Cumhuriyet Halk Partisi (CHP) Adana İl Başkanı Dr. Anıl Tanburoğlu, Milli Eğitim Bakanı Yusuf Tekin'in laiklik karşıtı söylemlerini ve tarikatlarla yaptığı protokolleri eleştirdi. 81 ilde eş zamanlı düzenlenen basın açıklamasında Tanburoğlu, Tekin’in tarikatlarla yapılan protokollere sert eleştirilerde bulundu.
Tanburoğlu, açıklamasında, "Milli Eğitim Bakanlığı, 1.167'si resmi kurumlarla olmak üzere 2.709 protokol imzalamış bulunuyor.
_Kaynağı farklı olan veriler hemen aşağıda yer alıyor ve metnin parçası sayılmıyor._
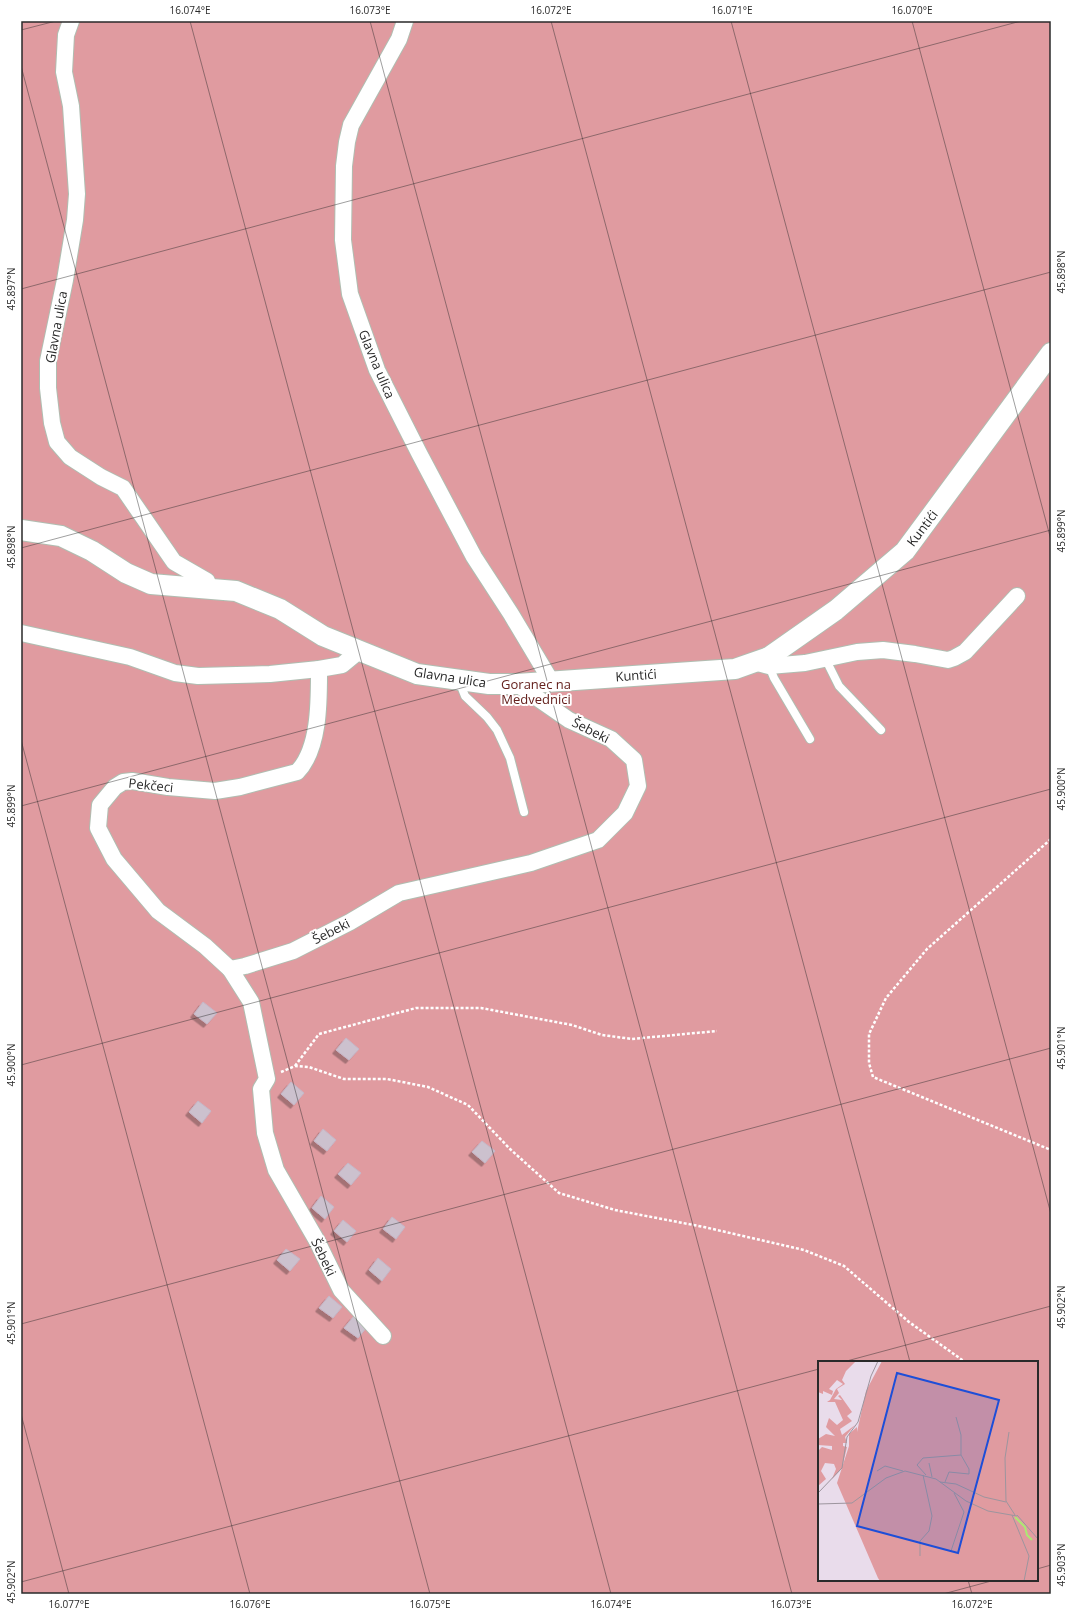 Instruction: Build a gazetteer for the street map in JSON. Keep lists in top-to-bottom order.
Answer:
{
  "streets": {
    "street": [
      "Glavna ulica",
      "Kuntići",
      "Šebeki",
      "Pekčeci"
    ]
  },
  "crossings": [
    ["Glavna ulica", "Kuntići"],
    ["Glavna ulica", "Šebeki"],
    ["Kuntići", "Šebeki"],
    ["Šebeki", "Pekčeci"]
  ],
  "parks": ["Goranec na Medvednici"],
  "coordinates": [
    "16.074°E",
    "16.073°E",
    "16.072°E",
    "16.071°E",
    "16.070°E",
    "45.898°N",
    "45.897°N",
    "45.899°N",
    "45.900°N",
    "45.901°N",
    "45.902°N",
    "45.903°N",
    "16.077°E",
    "16.076°E",
    "16.075°E"
  ]
}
Bu protokoller, okullarımızın ve milli eğitim sistemimizin gereksinim duyduğu fiziki altyapı, malzeme, yazılım ve/veya donanıma yönelik çeşitli kurumların yapacağı katkılara yönelik değildir.
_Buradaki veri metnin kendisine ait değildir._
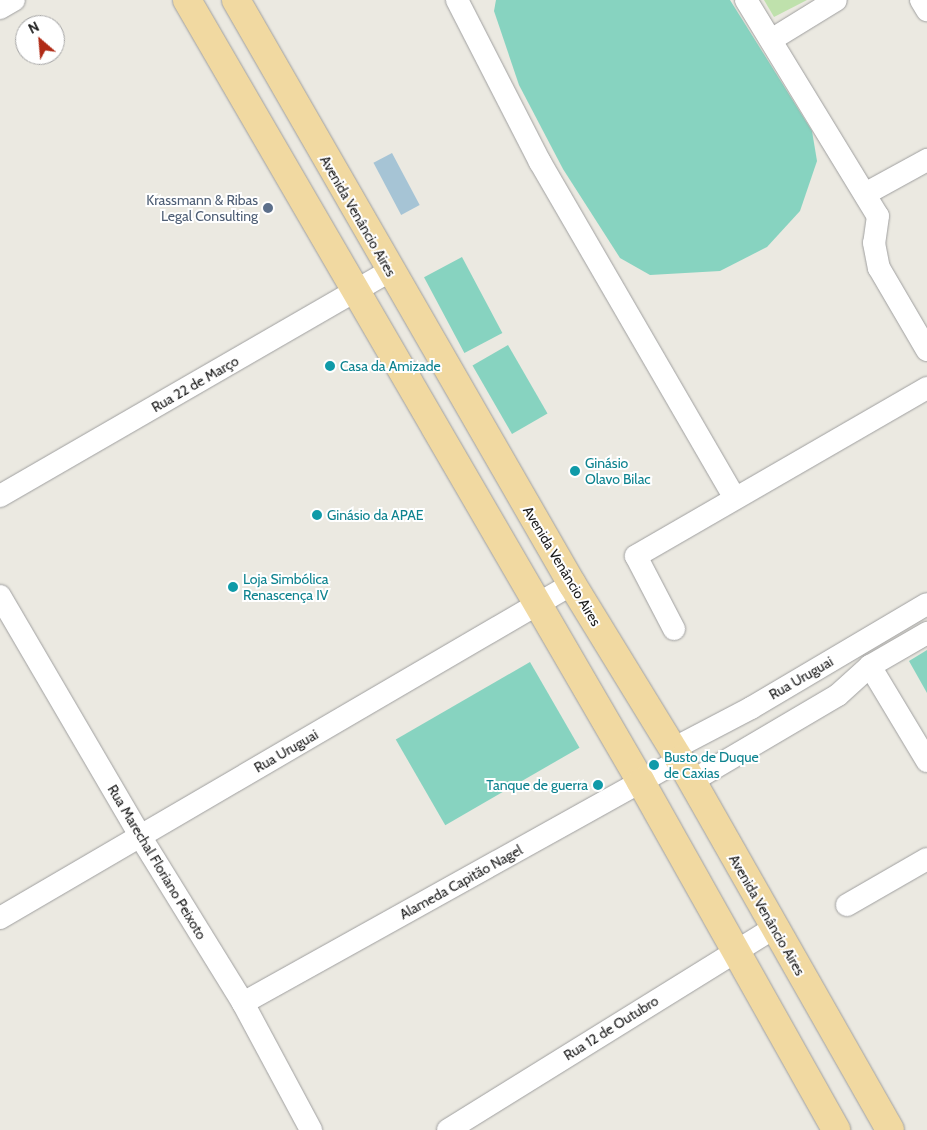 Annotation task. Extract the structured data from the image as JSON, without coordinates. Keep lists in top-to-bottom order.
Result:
{
  "streets": {
    "main road": ["Avenida Venâncio Aires"],
    "street": [
      "Rua 22 de Março",
      "Rua Uruguai",
      "Rua Marechal Floriano Peixoto",
      "Alameda Capitão Nagel",
      "Rua 12 de Outubro"
    ]
  },
  "crossings": [
    ["Avenida Venâncio Aires", "Rua 22 de Março"],
    ["Avenida Venâncio Aires", "Rua Uruguai"],
    ["Avenida Venâncio Aires", "Alameda Capitão Nagel"],
    ["Avenida Venâncio Aires", "Rua 12 de Outubro"],
    ["Rua Uruguai", "Rua Marechal Floriano Peixoto"],
    ["Rua Uruguai", "Alameda Capitão Nagel"],
    ["Rua Marechal Floriano Peixoto", "Alameda Capitão Nagel"]
  ],
  "places": [
    "Krassmann & Ribas Legal Consulting",
    "Casa da Amizade",
    "Ginásio Olavo Bilac",
    "Ginásio da APAE",
    "Loja Simbólica Renascença IV",
    "Busto de Duque de Caxias",
    "Tanque de guerra"
  ],
  "north": "top left"
}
Aksine, Milli Eğitim Bakanlığı'nın anayasal görevi olan ve öğretmenlerimizin uzmanlığında okul yaşamında geliştirilmesi beklenen yaşam becerilerine yöneliktir. Bunu, Bakan'ın Meclis'te bu protokolleri savunurken ortaya koyduğu gerekçelerden de anlıyoruz.
Öğrencilerin bilgi, beceri, davranışlarının geliştirilmesi MEB ve öğretmenlerin görevidir. Tarikat ve cemaatleri, çocukların dağa çıkmasını engelleyen sivil toplum örgütü olarak gördüğüne ve protokol imzalamaya devam edeceğine yönelik beyanları asla kabul edilemez.
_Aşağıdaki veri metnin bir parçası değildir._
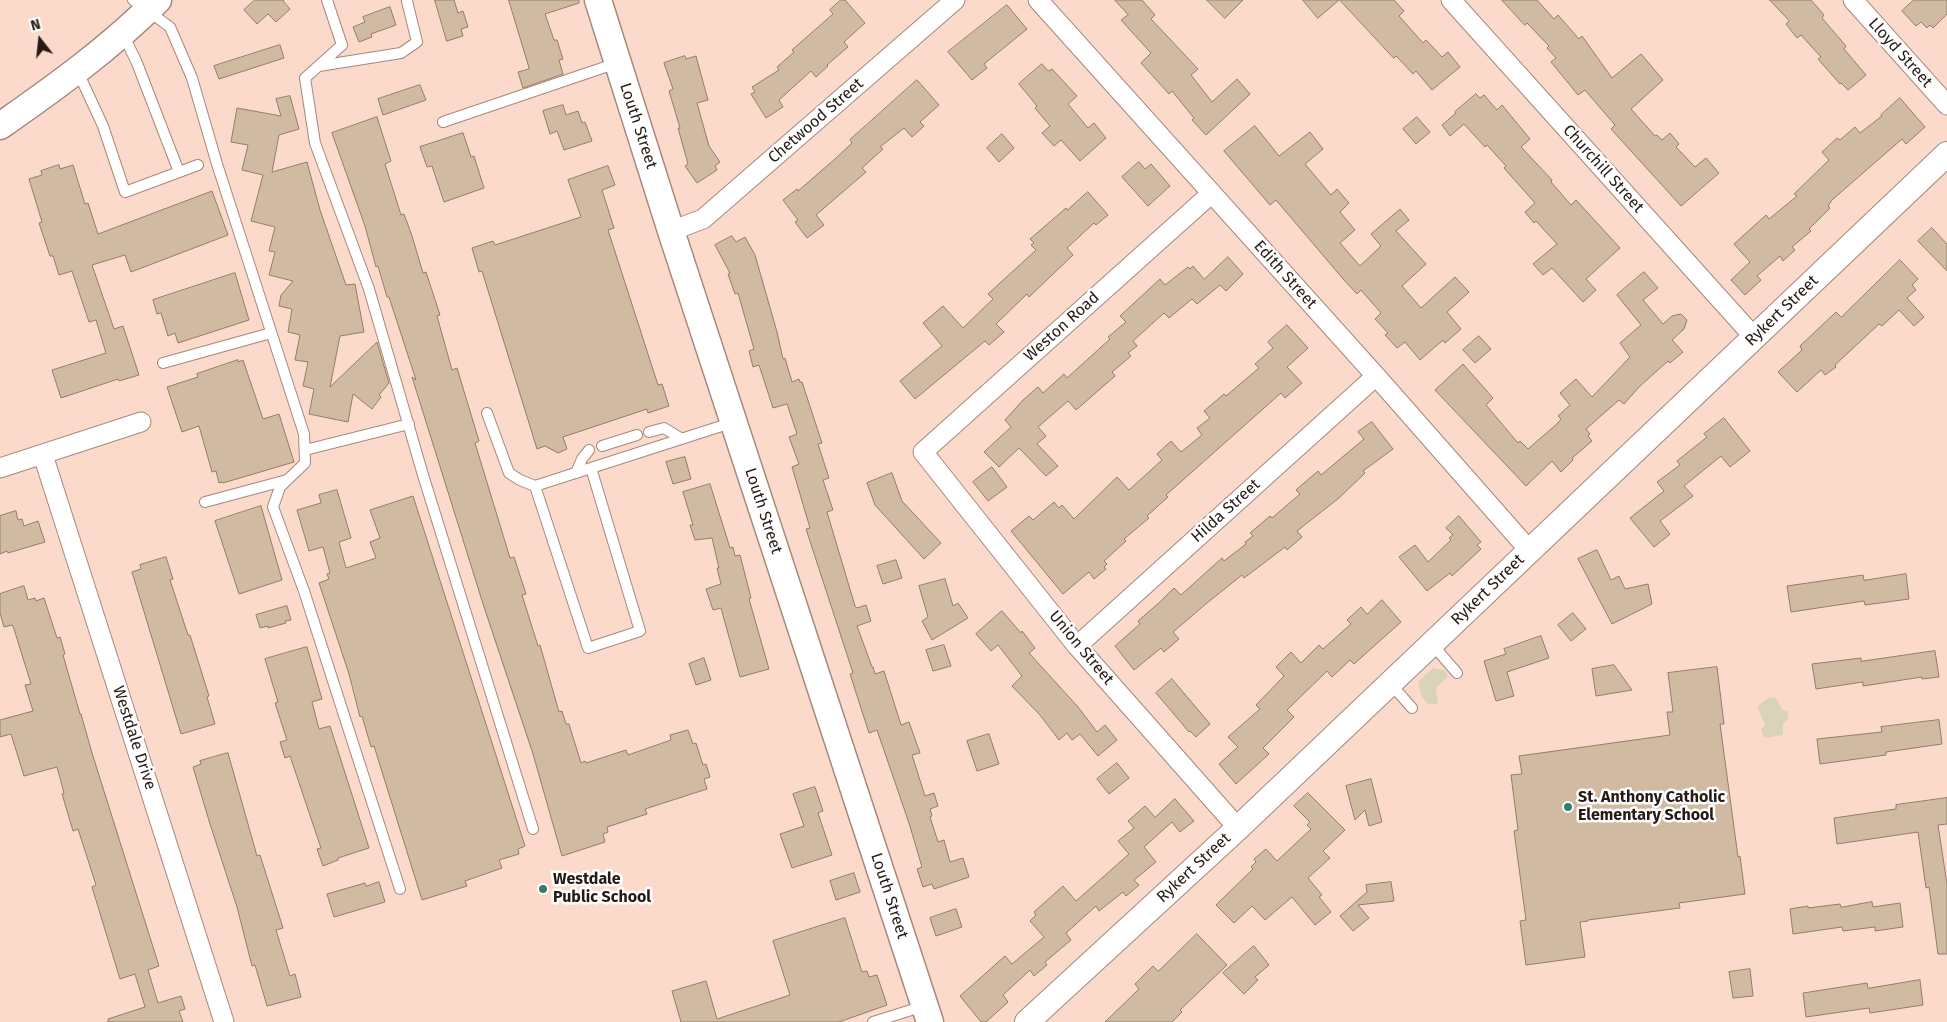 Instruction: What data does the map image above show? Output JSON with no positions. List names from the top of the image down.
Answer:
{
  "streets": {
    "main road": ["Louth Street"],
    "street": [
      "Lloyd Street",
      "Chetwood Street",
      "Churchill Street",
      "Edith Street",
      "Rykert Street",
      "Weston Road",
      "Hilda Street",
      "Union Street",
      "Westdale Drive"
    ]
  },
  "crossings": [
    ["Chetwood Street", "Louth Street"],
    ["Churchill Street", "Rykert Street"],
    ["Edith Street", "Rykert Street"],
    ["Edith Street", "Weston Road"],
    ["Edith Street", "Hilda Street"],
    ["Rykert Street", "Union Street"],
    ["Weston Road", "Union Street"],
    ["Hilda Street", "Union Street"]
  ],
  "places": ["St. Anthony Catholic Elementary School", "Westdale Public School"],
  "north": "top"
}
Bakanın bu sözleri, bugüne kadar zor şartlarda hizmet veren öğretmenlerimizi dağa insan kaynağı yetiştirmekle suçlaması anlamına gelmektedir. Öğretmenlerimizin, çocukların terör örgütüne kaynak olarak dağa çıkmasını engelleyemeyeceğini ama kerameti kendinden menkul tarikat ve cemaat unsurlarının engelleyeceğini dile getirmek de başlı başına bir zavallılıktır." dedi.
Tanburoğlu, açıklamasının devamında şunları söyledi:
"Milli Eğitim Bakanı, bu yapılarla ilişkiyi savunurken özellikle belirli bir bölgeyi işaret etmekte, cemaat ve tarikatlar aracılığıyla bölgenin şekillendirilmek istenildiğini de açıkça itiraf etmektedir.
Yatılı okulları kapatıp çocuklarımızı tarikat ve cemaatlerin yurtlarına mahkûm eden kişinin gerekçesi bu nedenle doğru değildir. Bakanlığın tarikat ve cemaatler ile yaptığı protokolleri tasdik etmesi, eğitimin topyekûn dinselleştirilmesini hedefleyen politikaları ifşa etmiştir.
Ancak, unutulmamalıdır ki bu politikalar, geçmişte milletimizin hafızasından uzun süre silinmeyecek travmalar ile sonuçlanmıştır. Bu yapıların araç olarak kullanılmasının sonuçları 15 Temmuz darbe girişimi ile acı bir şekilde deneyimlenmiştir. Bakanın ve AKP kadrolarının bu yaşananlardan ders almadığını görüyor; kendilerine bu yoldan dönmeleri için bir kez daha çağrıda bulunuyoruz.
Bakanın açıklamalarından ve tavırlarından, siyasi iktidarın 4+4+4 düzenlemesi ile hız kazanan bilimsel, çağdaş ve laik eğitimi sonlandırma hamlesinin bugün artık başka bir aşamaya geçtiği anlaşılıyor.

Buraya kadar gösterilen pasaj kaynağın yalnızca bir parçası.